NATALE 2008
Shelabunia, 18 dicembre 2008

Si sta avvicinando il Natale e, dopo tanti anni di Bangladesh, davanti ai miei occhi scorrono, ad uno ad uno, i Natali vissuti nel fango e nell’acqua bengalesi.

Sono momenti di riflessione che mi fanno vedere come ho passato le festività in una terra che, da straniera, è diventata mia.

Confesso una mia manchevolezza!
Qui, in Bangladesh, non mi ha mai attirato, nè mi manca molto il Presepio, quello che ogni famiglia desidera preparare e tenersi poi in casa; tanto meno, anzi più che mai oggi, non ho nemmeno nostalgie per il Babbo Natale.

Io, il mio presepio, l’ho qui in Bangladesh, tutti i giorni, davanti ai miei occhi, nelle capanne che mi fanno immediata memoria della stalla di Betlemme.

E poi le mamme mi ricordano la Madre di Gesù, mamme che vedo belle come la Maria di Nazareth ed ancora migliori delle Madonne delle migliaia di dipinti dei nostri grandi artisti.

I volti delle mamme bengalesi sono un incanto!

Qualcuno potrebbe dirmi che è una mia illusione. Ma sì, lo è! E’ l’illusione che mi deriva dalla tenerezza verso i poveri, gli ammalati, i perseguitati, persone tutte che mi hanno fatto diventare vero missionario.

E gli uomini? Denudati dalla miseria, al lavoro, coperti solamente da uno straccio, come perizoma, attorno ai lombi, mi fanno ricordare il Cristo Crocifisso così come lo vogliamo rappresentare in Occidente; qui, vedo in essi, ancorchè in altra forma, ma pur sempre Gesù in croce.

In tutta questa visione, che mi illude, mi sono ritrovato e, fattomi povero tra i miseri, ho visto e riconosciuto nella povertà, nella malattia, nella persecuzione una grande Grazia ed una vera Benedizione!

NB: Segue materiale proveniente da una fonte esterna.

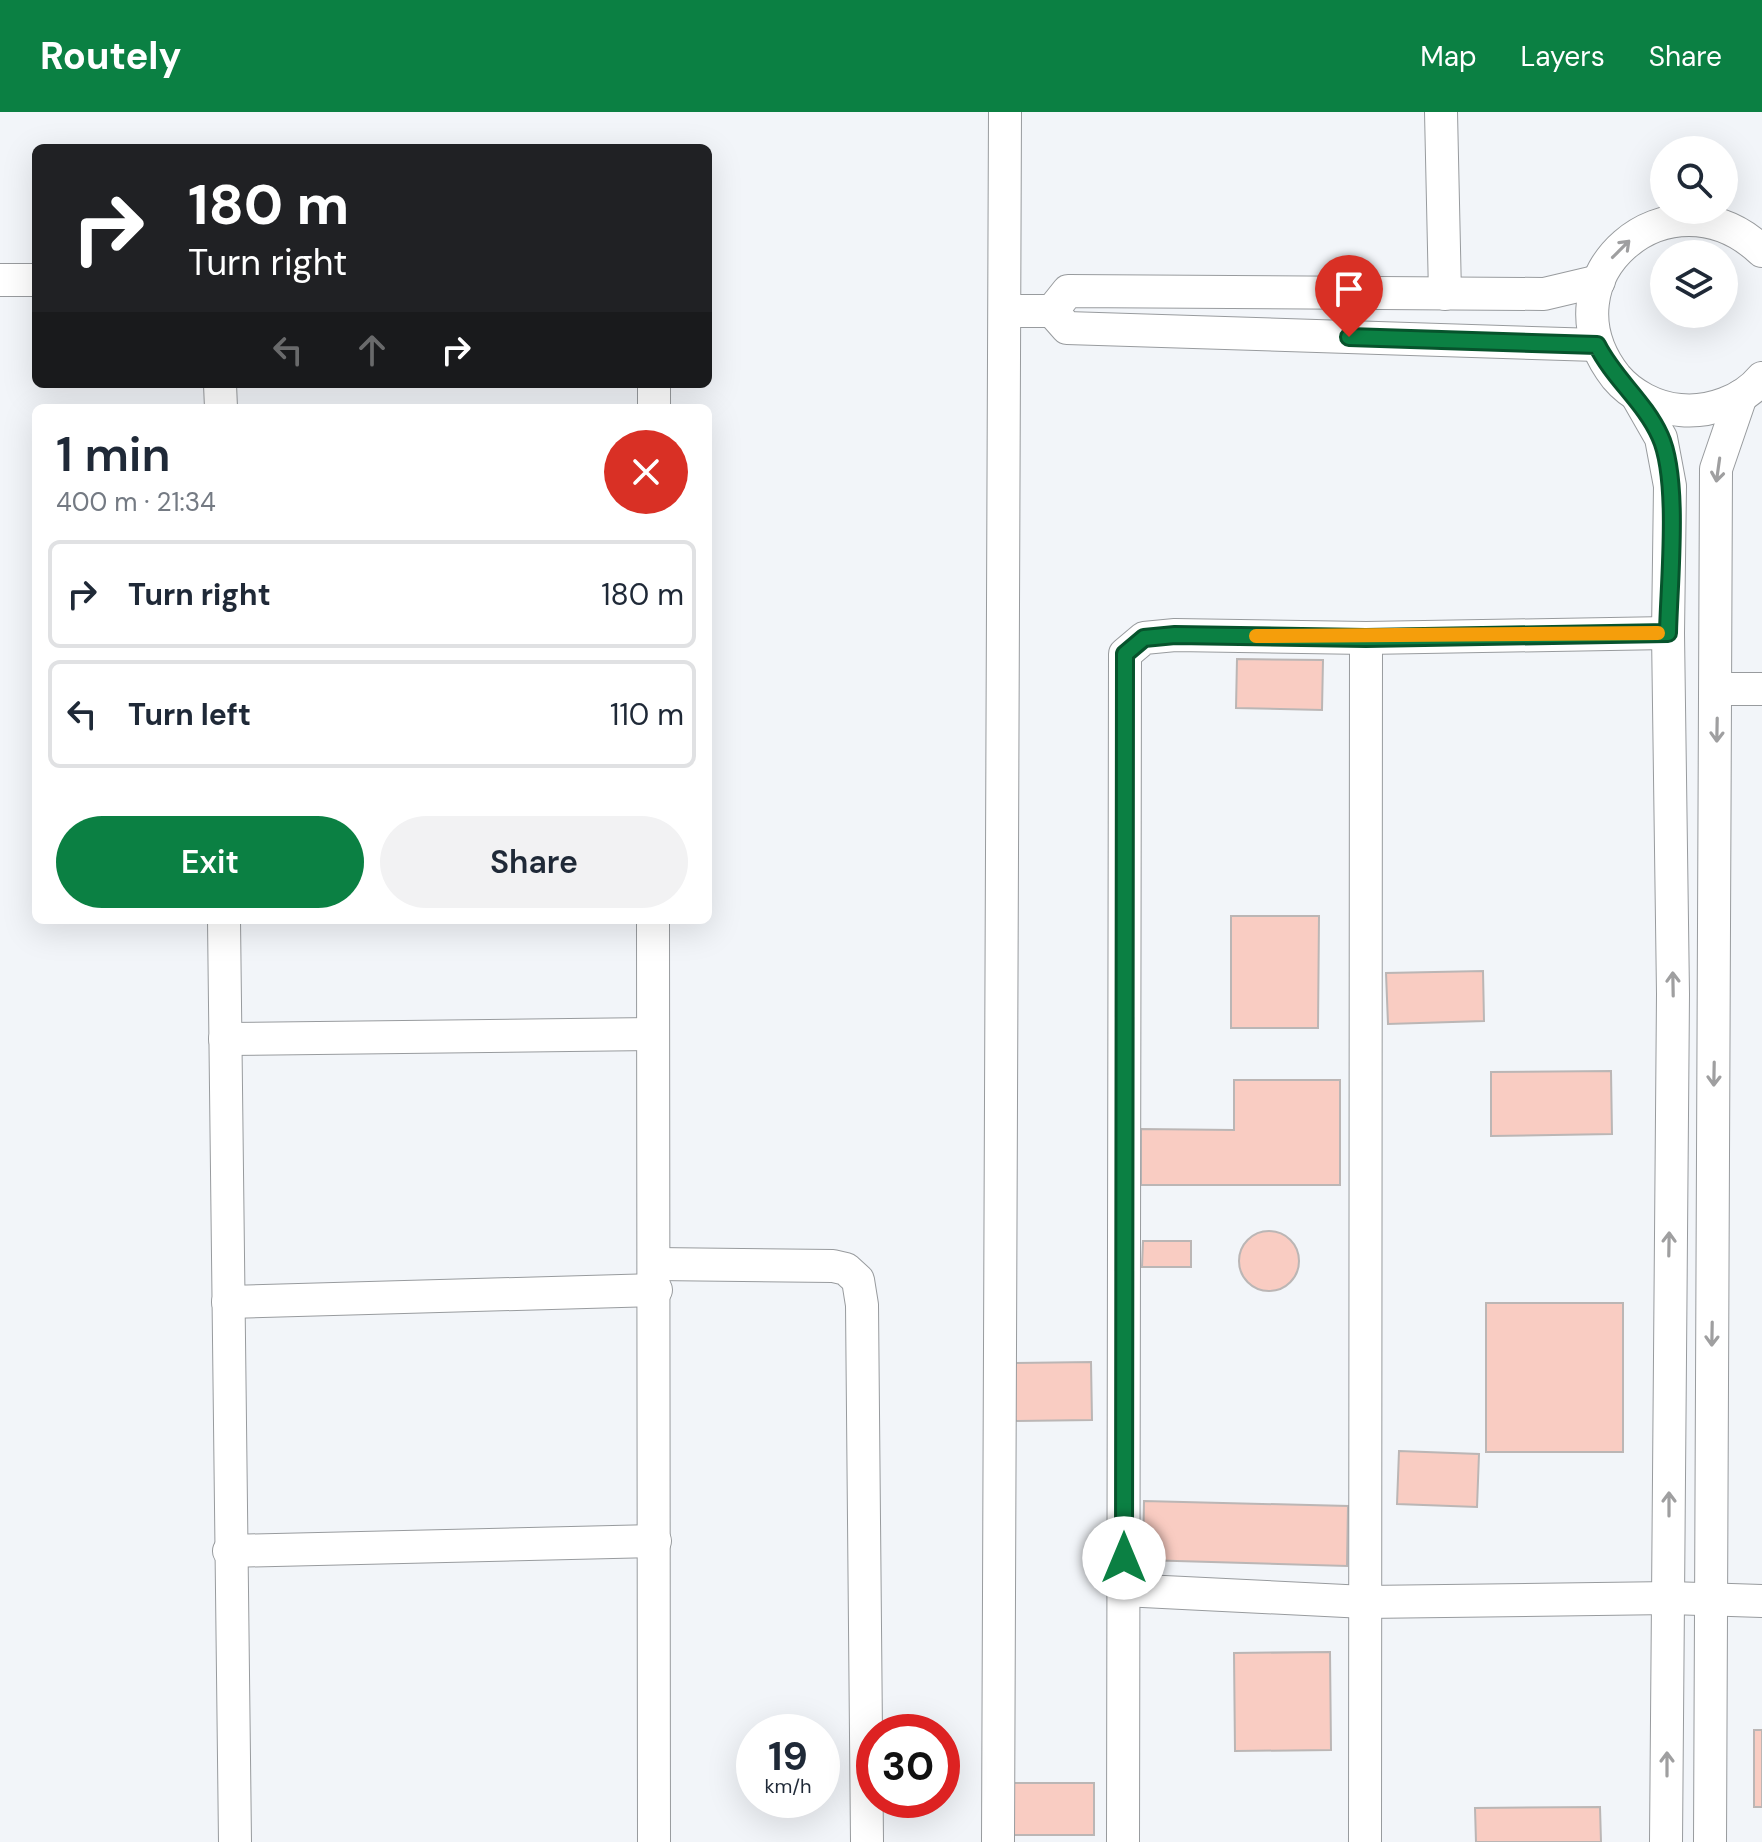 <!DOCTYPE html>
<html lang="en">
<head>
<meta charset="utf-8">
<style>
	:root { --surface:#fff; --page:#f2f2f3; --text:#1f2937; --muted:#747a83; --line:#e0e1e3; --accent:#0b8043 }
	body { margin:0; font-family:"DM Sans",sans-serif; background:var(--page); color:var(--text); height:100vh; display:flex; flex-direction:column; font-size:30px; white-space:nowrap }
	* { box-sizing:border-box; margin:0 }
	p { font-size:26px; color:var(--muted) }
	.icon { flex:none; width:44px; height:44px; fill:none; stroke:currentColor; stroke-width:2; stroke-linecap:round; stroke-linejoin:round }
	.map { position:relative; flex:1; overflow:hidden }
	.side { position:absolute; left:32px; top:292px; width:680px; height:520px; display:flex; flex-direction:column; background:var(--surface); border-radius:12px; box-shadow:0 8px 32px #0002 }
	.side>* { flex:none }
	.guide { position:absolute; left:32px; top:32px; width:680px; height:244px; border-radius:12px; box-shadow:0 8px 32px #0002; background:#202124; color:#fff; overflow:hidden }
	.fabs { position:absolute; left:1650px; top:24px; display:grid; gap:16px }
	.fabs a { display:grid; place-items:center; width:88px; height:88px; border-radius:50%; background:var(--surface); box-shadow:0 8px 32px #0002; font-size:40px }
	.speed { position:absolute; left:736px; top:1602px; display:flex; gap:16px; font-size:40px; font-weight:700; text-align:center }
	.speed>* { display:grid; place-content:center; width:104px; height:104px; border-radius:50%; background:var(--surface); box-shadow:0 8px 32px #0002; line-height:1 }
	.speed small { font-size:20px; font-weight:400 }
	.speed .limit { border:12px solid #d22; background:#fff; color:#111 }
	.pin { position:absolute; display:grid; place-items:center; width:68px; height:68px; color:#fff; margin:-82px -34px; border-radius:50% 50% 50% 0; rotate:-45deg; box-shadow:0 0 8px #0007 }
	.pin .icon { rotate:45deg }
	.me { position:absolute; width:88px; margin:-44px; rotate:0deg; stroke-linejoin:round; filter:drop-shadow(0 0 6px #0008) }
	.turn { display:flex; align-items:center; gap:28px; height:168px; padding:0 24px; font-size:36px }
	.turn .icon { width:104px; height:104px; stroke-width:2.5 }
	.turn b { display:block; font-size:56px; line-height:68px }
	.lanes { display:flex; align-items:center; height:76px; padding:0 24px; background:#0003; justify-content:center; gap:40px; direction:ltr }
	.lanes .off { opacity:.35 }
	.round { display:grid; place-items:center; flex:none; width:84px; height:84px; border-radius:42px; background:var(--page) }
	.head { display:flex; align-items:center; justify-content:space-between; height:136px; padding:0 24px }
	h1 { font-size:48px; font-weight:600; line-height:60px }
	.cta { display:flex; gap:16px; margin-top:auto; padding:16px 24px }
	.cta a { flex:1; height:92px; border-radius:48px; background:var(--accent); color:#fff; font-size:32px; font-weight:600; line-height:92px; text-align:center }
	.cta a+a { background:var(--page); color:var(--text) }
	ul { padding:0; list-style:none }
	li { display:flex; align-items:center; gap:24px; height:108px; margin:0 16px 12px; padding:0 8px; border:4px solid var(--line); border-radius:12px }
	li div { flex:1 }
	li b { display:block; font-size:30px }
	li em { font-style:normal }
	header { display:flex; align-items:center; gap:48px; box-sizing:border-box; height:112px; padding:0 40px; background:var(--accent); color:#fff }
	header strong { font-size:38px }
	nav { display:flex; gap:44px; margin-inline-start:auto; font-size:28px }
	.map>svg:first-child { display:block }
	.building { fill:#f9ccc2; stroke:#bbb6b5; stroke-width:2 }
	.lines { fill:none; stroke-linecap:round; stroke-linejoin:round }
	.street-casing { stroke:#989b9e; stroke-width:34 }
	.street { stroke:#fff; stroke-width:32 }
	.oneway { stroke:#9f9fa0 }
	.route-casing { stroke:#07532c; stroke-width:20 }
	.route { stroke:#0b8043; stroke-width:14 }
	.slow { stroke:#f59e0b; stroke-width:14 }
</style>
</head>
<body>
<header>
<strong>Routely</strong>
<nav><a>Map</a><a>Layers</a><a>Share</a></nav>
</header>
<div class="map">
<svg width="1762" height="1730" viewBox="0 0 1762 1730">
	<rect width="100%" height="100%" fill="#f2f5f9"/>
	<g class="building">
		<path d="M1237,547L1323,548L1322,598L1236,596Z"/>
		<path d="M1231,804H1319L1318,916H1231Z"/>
		<path d="M1483,859L1484,909L1388,912L1386,861Z"/>
		<path d="M1611,959L1612,1022L1491,1024V960Z"/>
		<path d="M1234,968H1340V1073H1141V1017L1234,1018Z"/>
		<circle cx="1269" cy="1149" r="30"/>
		<path d="M1143,1129H1191V1155H1142Z"/>
		<rect x="1486" y="1191" width="137" height="149"/>
		<path d="M1091,1250L1092,1308L1007,1309L1006,1251Z"/>
		<path d="M1399,1339L1479,1342L1477,1395L1397,1392Z"/>
		<path d="M1144,1389L1348,1394L1347,1454L1143,1448Z"/>
		<path d="M1330,1540L1331,1638L1235,1639L1234,1541Z"/>
		<rect x="1754" y="1618" width="8" height="77"/>
		<path d="M1004,1671H1094V1723H1005Z"/>
		<path d="M1600,1695L1601,1730H1476L1475,1696Z"/>
	</g>
	<g class="lines">
		<g class="street-casing">
			<g id="street">
				<path d="M1441,0L1445,182"/>
				<path d="M1762,139C1669,52 1538,166 1616,265C1631,283 1656,296 1680,298C1709,301 1743,289 1762,266"/>
				<path d="M0,168H36"/>
				<path d="M1006,199H1052L1067,216L1597,233"/>
				<path d="M1052,199L1068,179L1544,182L1599,169"/>
				<path d="M220,272L221,296"/>
				<path d="M1637,284L1661,326L1670,374L1668,521L1673,882L1666,1730"/>
				<path d="M654,296V272"/>
				<path d="M1718,577H1762"/>
				<path d="M224,808L235,1730"/>
				<path d="M653,808L654,1730"/>
				<path d="M225,927L652,922"/>
				<path d="M656,1152L833,1154L846,1157L858,1168L862,1193L867,1730"/>
				<path d="M228,1190L656,1178"/>
				<path d="M229,1439L655,1429"/>
				<path d="M1123,1478L1365,1490L1670,1486L1762,1489"/>
				<path d="M998,1730L1005,0"/>
				<path d="M1123,1730L1125,542L1144,526L1175,523L1366,526L1668,521"/>
				<path d="M1365,1730L1366,526"/>
				<path d="M1710,1730L1716,357L1741,284"/>
			</g>
		</g>
		<use href="#street" class="street"/>
	</g>
	<defs><path id="oneway-shaft" d="M-6 0H5M1.5-3L5.5 0L1.5 3" fill="none" stroke-width="1.6" stroke-linecap="round" stroke-linejoin="round" transform="scale(2)"/></defs>
	<g class="oneway">
		<use href="#oneway-shaft" transform="translate(1621 137) rotate(-45)"/>
		<use href="#oneway-shaft" transform="translate(1718 358) rotate(98)"/>
		<use href="#oneway-shaft" transform="translate(1717 618) rotate(91)"/>
		<use href="#oneway-shaft" transform="translate(1673 872) rotate(-91)"/>
		<use href="#oneway-shaft" transform="translate(1714 962) rotate(91)"/>
		<use href="#oneway-shaft" transform="translate(1669 1132) rotate(-89)"/>
		<use href="#oneway-shaft" transform="translate(1712 1222) rotate(91)"/>
		<use href="#oneway-shaft" transform="translate(1669 1392) rotate(-90)"/>
		<use href="#oneway-shaft" transform="translate(1667 1652) rotate(-90)"/>
	</g>
	<g class="lines">
		<g class="route-casing">
			<path id="route" d="M1124,1446L1125,542L1144,526L1175,523L1366,526L1668,521C1669,471 1680,367 1660,324C1644,289 1614,267 1597,233L1349,225"/>
		</g>
		<use href="#route" class="route"/>
		<path class="slow" d="M1256,524L1658,521"/>
	</g>
</svg>
<div class="fabs">
<a><svg class="icon" aria-label="search" viewBox="0 0 24 24"><circle cx="10" cy="10" r="6"/><path d="M15 15l6 6"/></svg></a>
<a><svg class="icon" aria-label="layers" viewBox="0 0 24 24"><path d="M12 4l9 5-9 5-9-5zM3 14l9 5 9-5"/></svg></a>
</div>
<div class="speed"><div>19<small>km/h</small></div><div class="limit">30</div></div>
<div class="pin" style="left:1349px;top:225px;background:#d93025"><svg class="icon" aria-label="arrive" viewBox="0 0 24 24"><path d="M6 21V4h12l-3 4 3 4H6"/></svg></div>
<svg class="me" style="left:1124px;top:1446px" viewBox="-20 -20 40 40"><circle r="19" fill="#fff"/><path d="M0-13L10 11 0 6-10 11z" fill="#0b8043"/></svg>
<div class="guide">
<div class="turn"><svg class="icon" aria-label="right" viewBox="0 0 24 24"><path d="M7 20v-9h11M14 6l5 5-5 5"/></svg><div><b>180 m</b>Turn right</div></div>
<div class="lanes"><svg class="icon off" aria-label="left" viewBox="0 0 24 24"><path d="M17 20v-9H6M10 6l-5 5 5 5"/></svg><svg class="icon off" aria-label="ahead" viewBox="0 0 24 24"><path d="M12 20V5M6 11l6-6 6 6"/></svg><svg class="icon" aria-label="right" viewBox="0 0 24 24"><path d="M7 20v-9h11M14 6l5 5-5 5"/></svg></div>
</div>
<section class="side">
<div class="head"><div><h1>1 min</h1><p>400 m · 21:34</p></div><a class="round" style="background:#d93025;color:#fff"><svg class="icon" aria-label="close" viewBox="0 0 24 24"><path d="M6 6l12 12M18 6L6 18"/></svg></a></div>
<ul>
<li><svg class="icon" aria-label="right" viewBox="0 0 24 24"><path d="M7 20v-9h11M14 6l5 5-5 5"/></svg><div><b>Turn right</b></div><em>180 m</em></li>
<li><svg class="icon" aria-label="left" viewBox="0 0 24 24"><path d="M17 20v-9H6M10 6l-5 5 5 5"/></svg><div><b>Turn left</b></div><em>110 m</em></li>
</ul>
<div class="cta"><a>Exit</a><a>Share</a></div>
</section>
</div>
</body>
</html>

Buon Natale e Prospero Anno 2009.

In Cristo, aff.mo Padre Marino Rigon s.x.

Padre Marino Rigon

Padre Marino Rigon

Padre Marino Rigon, vestito alla bengalese, in occasione dei festeggiamenti fatti per il conferimento della cittadinanza onoraria del Bangladesh, nella Missione di Shelabunia / Mongla Port (delta del Gange).